Developing robust self confidence can seem to be such an immensely personal thing; a quality acquired only by trial and error, something requiring lots of introspection and self-analysis.
If this were completely true, then precious few people would ever really be confident. Yet the fact is that many people are – regardless of whether they are capable of real introspection or profound self-analysis.
In reality, feeling good about ourself is directly related to self-esteem or how much we believe we are worthy of respect, from ourselves as well as from others. A perceived lack of respect prevents us from feeling we are capable of trying new things, let alone accomplishing or excelling at them.
A self-defeating dialog between inner and outer perceptions creates a cloud of inaction, and feelings of low self-confidence that can lead to anxiety, mood swings and feelings of depression.
Instead of viewing self-confidence as something that is developed exclusively from the inside, here are some tips that can help anyone connect with the outside world and so enhance inner feelings of confidence.
Take Care of the Basics
One of the foundations in self-confidence building is to recognize that care needs to be taken of all aspects of the self – body, mind and spirit. Eating properly and exercising on a regular basis not only increases our level of physical fitness and health, it also alters our brain chemistry, releasing powerful ‘feel good’ neurotransmitters. Feeling good within ourselves is key to self-confidence.
When it comes to meals, make sure you plan ahead. If necessary, carry a prepared lunch with you – never allow yourself to substitute a candy bar or bag of potato chips for a proper meal.
Follow basic grooming rules, shower, wash your hair, wear clean clothes and occasionally treat yourself to something that makes you feel special. It doesn’t have to be expensive. Perhaps you can book a massage or buy a new book, phone app or scarf. Stick a post-it note to you mirror that says ‘You look great!’ With a positive feel good self-image, you start to believe in yourself.
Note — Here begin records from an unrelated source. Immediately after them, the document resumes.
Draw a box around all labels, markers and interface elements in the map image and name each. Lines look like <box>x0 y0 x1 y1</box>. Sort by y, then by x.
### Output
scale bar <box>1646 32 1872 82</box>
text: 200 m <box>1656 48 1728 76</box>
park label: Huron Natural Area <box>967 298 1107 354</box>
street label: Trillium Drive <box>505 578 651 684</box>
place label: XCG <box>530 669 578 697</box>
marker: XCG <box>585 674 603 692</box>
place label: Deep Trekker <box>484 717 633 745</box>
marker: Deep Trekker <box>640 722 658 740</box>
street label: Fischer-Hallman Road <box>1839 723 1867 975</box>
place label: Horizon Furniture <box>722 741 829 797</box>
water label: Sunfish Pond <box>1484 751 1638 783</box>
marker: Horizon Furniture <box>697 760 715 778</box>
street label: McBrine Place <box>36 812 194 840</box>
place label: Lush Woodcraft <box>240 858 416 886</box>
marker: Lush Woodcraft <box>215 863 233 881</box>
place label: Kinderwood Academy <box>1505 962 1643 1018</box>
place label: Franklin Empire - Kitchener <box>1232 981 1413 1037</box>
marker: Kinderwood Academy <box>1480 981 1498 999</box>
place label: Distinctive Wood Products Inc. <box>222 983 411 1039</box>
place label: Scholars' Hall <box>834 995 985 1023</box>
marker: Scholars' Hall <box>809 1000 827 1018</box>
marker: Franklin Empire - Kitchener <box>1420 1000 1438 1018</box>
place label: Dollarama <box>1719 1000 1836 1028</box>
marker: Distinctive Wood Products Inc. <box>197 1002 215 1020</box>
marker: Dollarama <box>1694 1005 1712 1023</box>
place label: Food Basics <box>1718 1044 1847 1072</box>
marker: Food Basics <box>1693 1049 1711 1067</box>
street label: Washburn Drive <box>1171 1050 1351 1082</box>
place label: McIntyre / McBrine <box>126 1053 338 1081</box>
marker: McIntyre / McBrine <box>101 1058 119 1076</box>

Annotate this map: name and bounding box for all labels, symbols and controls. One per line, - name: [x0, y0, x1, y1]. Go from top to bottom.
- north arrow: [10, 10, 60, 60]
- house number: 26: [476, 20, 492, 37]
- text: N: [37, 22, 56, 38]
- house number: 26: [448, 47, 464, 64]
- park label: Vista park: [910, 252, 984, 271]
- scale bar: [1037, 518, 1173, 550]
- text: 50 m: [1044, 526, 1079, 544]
Establish a regular exercise regime and sharpen your brain by reading, writing, or with online games. Spending time on yourself is respecting yourself – and self respect goes hand in hand with self confidence.
Get to Know Yourself and Be Honest
Self-confidence diminishes when you set unreasonable goals and expectations for yourself. You do not look like Brad Pitt – only he does – so just get over it. Maybe you’ll never be a rock star or international sports hero. It’s fine to admire the stars and archetypes who inspire you, but be realistic. You are who you are and the sooner you make it your job to really define your strengths and weaknesses (and love that person), the sooner you’ll feel more confident to take your talents out into the world.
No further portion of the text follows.